** Opening Supplied material block **
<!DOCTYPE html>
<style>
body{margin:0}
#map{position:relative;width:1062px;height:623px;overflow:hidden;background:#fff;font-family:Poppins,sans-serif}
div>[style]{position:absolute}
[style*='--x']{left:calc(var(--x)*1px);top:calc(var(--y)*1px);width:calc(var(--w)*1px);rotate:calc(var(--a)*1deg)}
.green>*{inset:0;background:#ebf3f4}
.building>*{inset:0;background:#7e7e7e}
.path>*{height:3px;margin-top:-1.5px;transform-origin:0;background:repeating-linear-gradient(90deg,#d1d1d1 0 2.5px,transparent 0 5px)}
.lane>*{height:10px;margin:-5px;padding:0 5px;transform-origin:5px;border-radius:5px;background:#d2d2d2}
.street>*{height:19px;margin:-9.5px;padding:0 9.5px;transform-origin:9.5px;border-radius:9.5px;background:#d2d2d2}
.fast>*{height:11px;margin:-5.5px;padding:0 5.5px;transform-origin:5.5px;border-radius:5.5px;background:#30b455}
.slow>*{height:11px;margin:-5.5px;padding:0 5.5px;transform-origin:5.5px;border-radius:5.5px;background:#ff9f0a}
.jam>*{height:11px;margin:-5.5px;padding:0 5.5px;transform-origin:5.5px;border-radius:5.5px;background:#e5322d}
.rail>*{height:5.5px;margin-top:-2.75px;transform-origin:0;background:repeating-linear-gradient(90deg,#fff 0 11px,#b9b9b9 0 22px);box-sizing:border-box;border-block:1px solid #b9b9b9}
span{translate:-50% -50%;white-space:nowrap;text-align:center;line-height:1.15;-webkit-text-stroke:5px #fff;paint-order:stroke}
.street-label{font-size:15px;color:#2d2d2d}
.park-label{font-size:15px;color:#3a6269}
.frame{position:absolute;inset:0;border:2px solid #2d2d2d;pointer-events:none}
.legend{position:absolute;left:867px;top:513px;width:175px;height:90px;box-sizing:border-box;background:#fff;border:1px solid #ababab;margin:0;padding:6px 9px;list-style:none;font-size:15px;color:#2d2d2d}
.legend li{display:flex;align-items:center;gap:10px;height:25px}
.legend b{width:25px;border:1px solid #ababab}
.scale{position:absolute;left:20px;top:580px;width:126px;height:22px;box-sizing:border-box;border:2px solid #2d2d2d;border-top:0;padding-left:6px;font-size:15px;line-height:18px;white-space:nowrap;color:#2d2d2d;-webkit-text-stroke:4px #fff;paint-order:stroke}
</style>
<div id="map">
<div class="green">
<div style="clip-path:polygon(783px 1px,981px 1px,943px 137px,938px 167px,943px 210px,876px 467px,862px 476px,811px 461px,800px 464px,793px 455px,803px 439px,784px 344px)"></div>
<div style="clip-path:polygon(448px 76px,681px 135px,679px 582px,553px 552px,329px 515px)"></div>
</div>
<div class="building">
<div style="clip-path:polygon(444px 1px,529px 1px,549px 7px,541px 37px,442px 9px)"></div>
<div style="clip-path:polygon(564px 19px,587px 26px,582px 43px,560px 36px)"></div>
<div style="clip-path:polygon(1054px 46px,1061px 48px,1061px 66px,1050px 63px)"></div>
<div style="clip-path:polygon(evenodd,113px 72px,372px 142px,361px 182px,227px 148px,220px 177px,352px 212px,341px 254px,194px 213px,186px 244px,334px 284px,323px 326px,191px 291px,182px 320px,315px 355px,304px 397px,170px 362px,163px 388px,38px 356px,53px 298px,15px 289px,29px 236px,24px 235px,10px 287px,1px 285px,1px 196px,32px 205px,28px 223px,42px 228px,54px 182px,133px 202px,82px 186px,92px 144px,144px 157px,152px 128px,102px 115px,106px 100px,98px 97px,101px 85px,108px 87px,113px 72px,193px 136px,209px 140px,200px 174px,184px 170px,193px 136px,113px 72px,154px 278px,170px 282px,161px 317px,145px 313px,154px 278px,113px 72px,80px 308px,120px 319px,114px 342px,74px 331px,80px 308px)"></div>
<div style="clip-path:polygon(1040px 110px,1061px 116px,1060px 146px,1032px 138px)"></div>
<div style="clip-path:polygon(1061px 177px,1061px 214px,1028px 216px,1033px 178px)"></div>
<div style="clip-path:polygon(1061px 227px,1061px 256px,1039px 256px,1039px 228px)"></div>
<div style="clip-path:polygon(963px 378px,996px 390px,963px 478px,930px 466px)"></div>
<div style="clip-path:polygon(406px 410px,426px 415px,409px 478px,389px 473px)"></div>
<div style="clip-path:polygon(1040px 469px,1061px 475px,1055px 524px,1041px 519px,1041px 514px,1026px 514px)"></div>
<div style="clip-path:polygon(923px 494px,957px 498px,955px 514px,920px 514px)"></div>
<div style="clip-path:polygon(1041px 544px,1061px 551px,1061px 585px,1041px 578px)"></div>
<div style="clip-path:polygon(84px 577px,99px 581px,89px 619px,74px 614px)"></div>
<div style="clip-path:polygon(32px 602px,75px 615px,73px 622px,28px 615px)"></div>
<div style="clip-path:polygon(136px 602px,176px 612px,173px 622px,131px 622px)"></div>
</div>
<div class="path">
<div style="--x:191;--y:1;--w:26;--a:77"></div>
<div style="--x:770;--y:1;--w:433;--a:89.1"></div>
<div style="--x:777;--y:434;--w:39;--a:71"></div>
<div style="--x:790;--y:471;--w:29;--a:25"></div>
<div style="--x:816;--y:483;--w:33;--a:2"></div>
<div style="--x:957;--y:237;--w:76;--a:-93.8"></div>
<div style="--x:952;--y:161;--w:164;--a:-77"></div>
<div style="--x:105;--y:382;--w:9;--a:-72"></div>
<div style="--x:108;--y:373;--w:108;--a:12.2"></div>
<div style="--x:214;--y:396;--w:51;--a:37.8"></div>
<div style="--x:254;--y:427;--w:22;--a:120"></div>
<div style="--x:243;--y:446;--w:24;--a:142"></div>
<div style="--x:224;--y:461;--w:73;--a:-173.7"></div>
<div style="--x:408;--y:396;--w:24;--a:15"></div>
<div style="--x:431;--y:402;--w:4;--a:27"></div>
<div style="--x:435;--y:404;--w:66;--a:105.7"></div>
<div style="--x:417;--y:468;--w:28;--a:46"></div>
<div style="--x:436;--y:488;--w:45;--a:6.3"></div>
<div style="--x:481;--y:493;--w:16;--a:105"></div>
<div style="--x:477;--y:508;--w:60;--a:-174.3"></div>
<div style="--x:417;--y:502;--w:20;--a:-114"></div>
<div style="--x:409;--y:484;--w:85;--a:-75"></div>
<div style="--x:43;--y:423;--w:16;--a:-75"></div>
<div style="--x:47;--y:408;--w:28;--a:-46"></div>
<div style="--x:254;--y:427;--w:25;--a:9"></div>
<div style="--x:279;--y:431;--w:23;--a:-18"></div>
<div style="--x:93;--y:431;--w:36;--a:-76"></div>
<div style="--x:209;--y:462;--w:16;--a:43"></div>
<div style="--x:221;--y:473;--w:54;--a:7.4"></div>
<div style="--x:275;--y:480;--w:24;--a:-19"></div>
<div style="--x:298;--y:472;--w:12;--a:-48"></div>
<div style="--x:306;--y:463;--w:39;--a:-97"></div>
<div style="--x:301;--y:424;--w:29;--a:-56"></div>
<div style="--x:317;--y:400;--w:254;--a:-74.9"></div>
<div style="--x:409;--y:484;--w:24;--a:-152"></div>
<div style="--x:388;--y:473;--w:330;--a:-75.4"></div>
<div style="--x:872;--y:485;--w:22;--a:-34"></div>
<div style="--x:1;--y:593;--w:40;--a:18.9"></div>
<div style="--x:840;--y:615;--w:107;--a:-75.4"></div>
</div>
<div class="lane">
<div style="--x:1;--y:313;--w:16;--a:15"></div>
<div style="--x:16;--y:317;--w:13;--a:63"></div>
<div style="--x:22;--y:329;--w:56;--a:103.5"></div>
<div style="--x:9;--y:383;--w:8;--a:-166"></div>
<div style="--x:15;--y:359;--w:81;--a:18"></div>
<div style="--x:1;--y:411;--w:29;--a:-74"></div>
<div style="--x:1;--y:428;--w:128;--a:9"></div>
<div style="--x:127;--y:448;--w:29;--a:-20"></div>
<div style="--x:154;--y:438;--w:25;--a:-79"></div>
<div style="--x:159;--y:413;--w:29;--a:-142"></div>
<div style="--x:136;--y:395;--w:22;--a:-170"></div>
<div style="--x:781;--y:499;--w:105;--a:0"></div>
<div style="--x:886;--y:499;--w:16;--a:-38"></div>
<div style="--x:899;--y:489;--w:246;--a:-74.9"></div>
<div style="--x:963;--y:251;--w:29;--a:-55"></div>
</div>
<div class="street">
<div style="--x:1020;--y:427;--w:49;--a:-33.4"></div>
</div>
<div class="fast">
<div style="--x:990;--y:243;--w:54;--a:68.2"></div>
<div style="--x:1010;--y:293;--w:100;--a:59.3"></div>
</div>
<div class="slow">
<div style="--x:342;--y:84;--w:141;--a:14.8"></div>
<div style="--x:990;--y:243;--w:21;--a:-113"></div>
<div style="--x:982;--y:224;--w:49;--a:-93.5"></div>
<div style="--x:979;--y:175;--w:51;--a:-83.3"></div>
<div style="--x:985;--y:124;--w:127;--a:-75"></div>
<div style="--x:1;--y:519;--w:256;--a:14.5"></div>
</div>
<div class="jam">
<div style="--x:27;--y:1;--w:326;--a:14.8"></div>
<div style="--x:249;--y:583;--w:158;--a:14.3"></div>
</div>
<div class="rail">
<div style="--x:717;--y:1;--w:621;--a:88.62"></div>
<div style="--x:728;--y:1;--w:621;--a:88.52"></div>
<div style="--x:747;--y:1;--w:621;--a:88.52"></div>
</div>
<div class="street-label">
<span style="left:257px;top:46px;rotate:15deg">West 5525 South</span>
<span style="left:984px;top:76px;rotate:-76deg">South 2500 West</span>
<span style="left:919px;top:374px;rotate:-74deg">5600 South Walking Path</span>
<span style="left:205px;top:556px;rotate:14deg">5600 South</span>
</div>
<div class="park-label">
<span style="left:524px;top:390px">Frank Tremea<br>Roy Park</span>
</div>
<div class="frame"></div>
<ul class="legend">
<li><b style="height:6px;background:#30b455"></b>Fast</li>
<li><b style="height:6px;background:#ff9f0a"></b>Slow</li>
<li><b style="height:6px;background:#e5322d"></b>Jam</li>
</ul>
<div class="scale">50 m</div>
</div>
** Closing Supplied material block **
### What needs to be done
Return nothing but the lines from the top of the records above through the line that has "0 2.5px,transparent 0". Keep each one exact.

### Answer
<!DOCTYPE html>
<style>
body{margin:0}
#map{position:relative;width:1062px;height:623px;overflow:hidden;background:#fff;font-family:Poppins,sans-serif}
div>[style]{position:absolute}
[style*='--x']{left:calc(var(--x)*1px);top:calc(var(--y)*1px);width:calc(var(--w)*1px);rotate:calc(var(--a)*1deg)}
.green>*{inset:0;background:#ebf3f4}
.building>*{inset:0;background:#7e7e7e}
.path>*{height:3px;margin-top:-1.5px;transform-origin:0;background:repeating-linear-gradient(90deg,#d1d1d1 0 2.5px,transparent 0 5px)}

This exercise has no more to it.